MUNCULNYA “BUDAYA KRITIS “ PADA MASYARAKAT PETANI KOPI RAKYAT DI KAWASAN “SEGITIGA EMAS IJEN“ KABUPATEN BONDOWOSO
Abstract
Tulisan ini membahas tentang munculnya budaya kritis pada petani kopi rakyat untuk tetap dapat
survive berkompetisi dengan perkebunan besar seperti PTPN XII yang menguasai Kawasan “Segitiga
Emas Ijen” khususnya wilayah Kecamatan Sumberwringin Kabupaten Bondowoso. Kajian ini
menjadi unik dan menarik karena petani perkebunan kopi rakyat menandingi persaingan ini dengan
produk unggulan yang sama yaitu Cluster Kopi Arabica. Padahal metode produksinya tidak sama.

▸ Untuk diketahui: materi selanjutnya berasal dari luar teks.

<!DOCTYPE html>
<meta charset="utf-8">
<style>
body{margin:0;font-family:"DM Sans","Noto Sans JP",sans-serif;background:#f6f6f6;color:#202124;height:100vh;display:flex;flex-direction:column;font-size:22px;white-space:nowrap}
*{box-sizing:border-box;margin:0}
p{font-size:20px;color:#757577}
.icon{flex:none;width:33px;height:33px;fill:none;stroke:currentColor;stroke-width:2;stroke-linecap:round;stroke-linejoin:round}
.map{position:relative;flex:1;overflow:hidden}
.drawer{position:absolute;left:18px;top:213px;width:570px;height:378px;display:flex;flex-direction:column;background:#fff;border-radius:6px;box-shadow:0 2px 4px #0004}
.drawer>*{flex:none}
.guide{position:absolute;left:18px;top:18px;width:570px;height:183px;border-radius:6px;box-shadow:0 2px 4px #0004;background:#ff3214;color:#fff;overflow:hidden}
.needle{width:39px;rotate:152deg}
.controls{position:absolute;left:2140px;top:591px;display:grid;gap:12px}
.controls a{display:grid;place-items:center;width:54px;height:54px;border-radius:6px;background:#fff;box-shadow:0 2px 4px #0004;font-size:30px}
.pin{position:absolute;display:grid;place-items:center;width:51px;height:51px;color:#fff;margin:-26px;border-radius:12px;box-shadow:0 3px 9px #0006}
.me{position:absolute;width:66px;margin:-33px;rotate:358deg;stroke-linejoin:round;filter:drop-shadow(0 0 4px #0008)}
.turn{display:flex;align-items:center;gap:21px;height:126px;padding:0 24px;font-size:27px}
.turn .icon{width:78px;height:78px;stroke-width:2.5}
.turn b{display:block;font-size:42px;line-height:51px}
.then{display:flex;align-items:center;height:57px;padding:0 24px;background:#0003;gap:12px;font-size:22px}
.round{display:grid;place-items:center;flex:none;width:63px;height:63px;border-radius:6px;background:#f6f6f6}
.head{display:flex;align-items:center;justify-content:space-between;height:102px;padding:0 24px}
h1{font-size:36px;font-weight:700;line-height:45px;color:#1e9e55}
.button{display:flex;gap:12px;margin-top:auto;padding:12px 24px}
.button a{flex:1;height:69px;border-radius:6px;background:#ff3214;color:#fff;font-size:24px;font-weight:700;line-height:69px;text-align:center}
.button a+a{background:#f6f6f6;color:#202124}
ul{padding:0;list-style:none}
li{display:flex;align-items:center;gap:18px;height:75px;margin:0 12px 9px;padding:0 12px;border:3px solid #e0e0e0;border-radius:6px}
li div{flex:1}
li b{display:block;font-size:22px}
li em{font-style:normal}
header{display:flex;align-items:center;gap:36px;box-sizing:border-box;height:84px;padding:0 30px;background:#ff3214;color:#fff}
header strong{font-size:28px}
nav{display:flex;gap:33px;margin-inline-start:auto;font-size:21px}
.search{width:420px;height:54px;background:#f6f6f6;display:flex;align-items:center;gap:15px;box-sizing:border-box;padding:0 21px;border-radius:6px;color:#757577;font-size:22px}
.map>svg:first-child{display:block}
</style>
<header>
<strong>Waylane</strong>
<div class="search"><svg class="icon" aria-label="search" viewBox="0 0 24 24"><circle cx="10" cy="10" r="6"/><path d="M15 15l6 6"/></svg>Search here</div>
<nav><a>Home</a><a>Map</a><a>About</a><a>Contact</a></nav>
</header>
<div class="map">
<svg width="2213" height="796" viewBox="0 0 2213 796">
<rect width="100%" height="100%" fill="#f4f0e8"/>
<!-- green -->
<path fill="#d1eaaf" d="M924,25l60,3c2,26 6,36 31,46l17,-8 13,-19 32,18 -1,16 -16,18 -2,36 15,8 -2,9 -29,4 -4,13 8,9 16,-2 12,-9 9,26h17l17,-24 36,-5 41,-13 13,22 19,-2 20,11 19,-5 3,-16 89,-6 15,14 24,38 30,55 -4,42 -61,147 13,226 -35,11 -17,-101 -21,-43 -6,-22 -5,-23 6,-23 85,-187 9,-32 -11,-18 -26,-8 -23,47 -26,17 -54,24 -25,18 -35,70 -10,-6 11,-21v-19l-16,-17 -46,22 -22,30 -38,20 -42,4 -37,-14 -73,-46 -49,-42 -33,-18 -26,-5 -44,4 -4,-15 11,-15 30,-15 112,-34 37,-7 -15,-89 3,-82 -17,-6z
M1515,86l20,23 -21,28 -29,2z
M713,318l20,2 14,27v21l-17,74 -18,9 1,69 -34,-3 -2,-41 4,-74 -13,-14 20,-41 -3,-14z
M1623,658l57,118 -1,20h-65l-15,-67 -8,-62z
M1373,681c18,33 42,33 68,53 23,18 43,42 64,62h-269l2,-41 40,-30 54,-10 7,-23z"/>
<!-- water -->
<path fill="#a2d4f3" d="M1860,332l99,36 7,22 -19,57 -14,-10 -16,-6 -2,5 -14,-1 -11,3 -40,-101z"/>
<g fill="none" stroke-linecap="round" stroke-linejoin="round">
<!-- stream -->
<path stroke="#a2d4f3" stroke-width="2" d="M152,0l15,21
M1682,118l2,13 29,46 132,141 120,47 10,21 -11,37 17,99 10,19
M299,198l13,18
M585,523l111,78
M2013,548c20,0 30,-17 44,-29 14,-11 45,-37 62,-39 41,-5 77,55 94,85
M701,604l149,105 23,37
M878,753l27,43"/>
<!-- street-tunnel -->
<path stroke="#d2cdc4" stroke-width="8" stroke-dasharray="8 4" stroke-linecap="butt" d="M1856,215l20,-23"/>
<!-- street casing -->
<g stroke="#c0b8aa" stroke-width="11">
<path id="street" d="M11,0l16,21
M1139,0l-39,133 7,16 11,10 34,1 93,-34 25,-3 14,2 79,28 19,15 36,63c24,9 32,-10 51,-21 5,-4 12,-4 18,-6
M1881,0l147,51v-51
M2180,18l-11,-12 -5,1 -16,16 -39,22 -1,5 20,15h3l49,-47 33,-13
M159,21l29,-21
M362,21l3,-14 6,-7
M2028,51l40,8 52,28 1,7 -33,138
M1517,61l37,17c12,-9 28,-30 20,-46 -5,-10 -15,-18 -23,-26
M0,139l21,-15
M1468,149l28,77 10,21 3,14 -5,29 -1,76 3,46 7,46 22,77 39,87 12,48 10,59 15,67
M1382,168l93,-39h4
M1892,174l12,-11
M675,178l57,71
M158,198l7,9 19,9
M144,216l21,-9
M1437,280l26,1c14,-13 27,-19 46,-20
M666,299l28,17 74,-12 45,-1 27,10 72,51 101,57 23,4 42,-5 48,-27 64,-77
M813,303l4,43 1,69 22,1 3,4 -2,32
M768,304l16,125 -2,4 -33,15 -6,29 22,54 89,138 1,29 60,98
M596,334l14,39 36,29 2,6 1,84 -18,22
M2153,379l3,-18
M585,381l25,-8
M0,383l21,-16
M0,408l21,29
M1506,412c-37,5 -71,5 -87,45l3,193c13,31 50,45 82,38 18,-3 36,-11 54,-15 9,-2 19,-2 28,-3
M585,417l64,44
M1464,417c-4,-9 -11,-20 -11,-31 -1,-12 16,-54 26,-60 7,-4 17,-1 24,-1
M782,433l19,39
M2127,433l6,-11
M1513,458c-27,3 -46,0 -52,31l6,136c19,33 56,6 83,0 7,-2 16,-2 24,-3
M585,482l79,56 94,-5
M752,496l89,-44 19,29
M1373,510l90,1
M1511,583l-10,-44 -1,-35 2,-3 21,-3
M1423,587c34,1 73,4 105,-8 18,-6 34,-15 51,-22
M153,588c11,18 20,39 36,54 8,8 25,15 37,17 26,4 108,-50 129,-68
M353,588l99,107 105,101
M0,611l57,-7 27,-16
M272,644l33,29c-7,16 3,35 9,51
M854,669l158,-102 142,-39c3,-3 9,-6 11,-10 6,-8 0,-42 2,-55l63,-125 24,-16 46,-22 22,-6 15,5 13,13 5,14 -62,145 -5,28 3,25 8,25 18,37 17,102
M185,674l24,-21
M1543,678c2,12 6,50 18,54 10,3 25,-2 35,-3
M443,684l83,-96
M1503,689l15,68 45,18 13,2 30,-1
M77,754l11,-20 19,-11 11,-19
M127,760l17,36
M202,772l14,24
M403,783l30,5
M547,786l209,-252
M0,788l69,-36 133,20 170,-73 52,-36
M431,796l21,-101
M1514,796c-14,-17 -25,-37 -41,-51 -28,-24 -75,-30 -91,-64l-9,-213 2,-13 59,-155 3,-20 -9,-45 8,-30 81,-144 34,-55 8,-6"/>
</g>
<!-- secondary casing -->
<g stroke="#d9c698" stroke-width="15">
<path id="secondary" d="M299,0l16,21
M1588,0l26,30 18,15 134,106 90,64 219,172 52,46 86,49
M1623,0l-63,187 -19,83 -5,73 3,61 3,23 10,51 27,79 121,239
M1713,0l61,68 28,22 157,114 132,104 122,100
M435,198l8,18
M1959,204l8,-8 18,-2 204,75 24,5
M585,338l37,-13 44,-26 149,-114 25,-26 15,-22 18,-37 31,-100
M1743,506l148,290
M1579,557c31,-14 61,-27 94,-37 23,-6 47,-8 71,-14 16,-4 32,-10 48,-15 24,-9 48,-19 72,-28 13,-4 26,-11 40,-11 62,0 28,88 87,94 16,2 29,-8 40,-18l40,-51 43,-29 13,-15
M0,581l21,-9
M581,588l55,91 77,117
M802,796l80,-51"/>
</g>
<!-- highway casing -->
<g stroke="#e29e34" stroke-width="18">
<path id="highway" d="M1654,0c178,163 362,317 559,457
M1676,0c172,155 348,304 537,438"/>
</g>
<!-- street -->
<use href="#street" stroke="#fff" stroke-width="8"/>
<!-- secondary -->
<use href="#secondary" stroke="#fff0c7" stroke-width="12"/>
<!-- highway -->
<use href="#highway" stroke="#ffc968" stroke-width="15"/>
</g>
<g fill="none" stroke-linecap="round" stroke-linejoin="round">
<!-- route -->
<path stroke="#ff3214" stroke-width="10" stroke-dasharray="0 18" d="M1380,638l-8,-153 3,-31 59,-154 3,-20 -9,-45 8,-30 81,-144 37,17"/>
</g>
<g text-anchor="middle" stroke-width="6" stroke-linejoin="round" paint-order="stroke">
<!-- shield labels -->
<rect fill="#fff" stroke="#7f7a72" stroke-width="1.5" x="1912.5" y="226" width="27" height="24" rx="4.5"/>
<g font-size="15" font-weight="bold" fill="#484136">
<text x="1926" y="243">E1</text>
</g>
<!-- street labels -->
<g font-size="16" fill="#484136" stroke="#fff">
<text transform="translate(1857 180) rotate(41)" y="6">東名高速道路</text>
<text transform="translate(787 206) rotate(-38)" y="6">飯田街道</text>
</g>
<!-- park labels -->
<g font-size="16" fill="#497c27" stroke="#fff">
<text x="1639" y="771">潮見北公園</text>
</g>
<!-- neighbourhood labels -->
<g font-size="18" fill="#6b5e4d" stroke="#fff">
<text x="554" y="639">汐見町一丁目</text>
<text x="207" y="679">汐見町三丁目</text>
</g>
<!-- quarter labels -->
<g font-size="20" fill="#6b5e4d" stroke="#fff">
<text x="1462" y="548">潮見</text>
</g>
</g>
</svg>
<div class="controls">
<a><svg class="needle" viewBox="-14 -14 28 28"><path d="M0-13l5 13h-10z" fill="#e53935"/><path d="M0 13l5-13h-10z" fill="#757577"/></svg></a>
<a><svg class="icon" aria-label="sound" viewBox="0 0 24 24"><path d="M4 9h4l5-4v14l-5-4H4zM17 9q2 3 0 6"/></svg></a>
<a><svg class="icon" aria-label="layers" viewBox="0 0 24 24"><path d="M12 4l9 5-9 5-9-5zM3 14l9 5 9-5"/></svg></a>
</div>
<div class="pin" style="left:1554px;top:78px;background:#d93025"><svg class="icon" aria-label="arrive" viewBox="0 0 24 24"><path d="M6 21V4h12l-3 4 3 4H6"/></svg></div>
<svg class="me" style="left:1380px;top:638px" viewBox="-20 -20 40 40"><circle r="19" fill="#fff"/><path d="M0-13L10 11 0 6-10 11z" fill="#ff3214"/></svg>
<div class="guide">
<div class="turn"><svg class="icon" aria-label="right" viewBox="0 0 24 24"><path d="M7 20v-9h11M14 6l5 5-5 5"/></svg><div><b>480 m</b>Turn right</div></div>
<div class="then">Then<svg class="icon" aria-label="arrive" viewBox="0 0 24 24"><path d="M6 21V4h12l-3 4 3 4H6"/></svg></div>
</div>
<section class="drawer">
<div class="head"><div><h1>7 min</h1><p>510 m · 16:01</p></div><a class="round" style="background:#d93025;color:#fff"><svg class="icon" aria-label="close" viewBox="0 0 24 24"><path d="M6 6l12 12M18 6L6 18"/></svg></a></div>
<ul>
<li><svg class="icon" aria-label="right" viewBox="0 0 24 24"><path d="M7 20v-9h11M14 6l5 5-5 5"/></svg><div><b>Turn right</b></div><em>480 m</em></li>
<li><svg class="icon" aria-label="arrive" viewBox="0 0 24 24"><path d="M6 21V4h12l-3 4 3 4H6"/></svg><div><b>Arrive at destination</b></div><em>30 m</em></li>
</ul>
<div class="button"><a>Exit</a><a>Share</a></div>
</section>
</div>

Metode produksi modern dimiliki oleh PTPN XII dan metode tradisional dimiliki oleh Petani kopi
rakyat. Kajian ini dibedah dengan “Teori Ekonomi Politik” yang dipadukan dengan teori “Dualisme
Ekonomi” dan menggunakan metode historis. “Teori Ekonomi Politik” digunakan dengan
mendasarkan pada asumsi bahwa manusia mempunyai kesadaran individual dan selalu menggunakan
perhitungan rasional dalam melakukan tindakannya. Sementara teori “Dualisme Ekonomi” digunakan
untuk melacak mengapa petani kopi rakyat di wilayah Kecamatan Sumberwringin sebagai bagian dari
kawasan “Segitiga Emas Ijen” yang notabene adalah wilayah kekuasaan PTPN XII tetap bisa hidup
berdampingan pada ruang dan waktu yang sama. Hidup berdampingan antara metode produksi
modern (PTPN XII) dan metode tradisional (Petani kopi rakyat). Metode historis digunakan untuk
merekonstruksi munculnya pemikiran rasional dari petani. Penelitian ini didasarkan atas dua
kelompok data, yaitu data primer dan data sekunder. Teknik yang digunakan untuk pengumpulan data
primer adalah observasi partisipasi dan wawancara, sedangkan data sekunder dikumpulkan dari
berbagai tempat dan meliputi karya-karya terpublikasi, hasil penelitian, dan laporan-laporan
pemerintah terkait dengan permasalahan yang diteliti.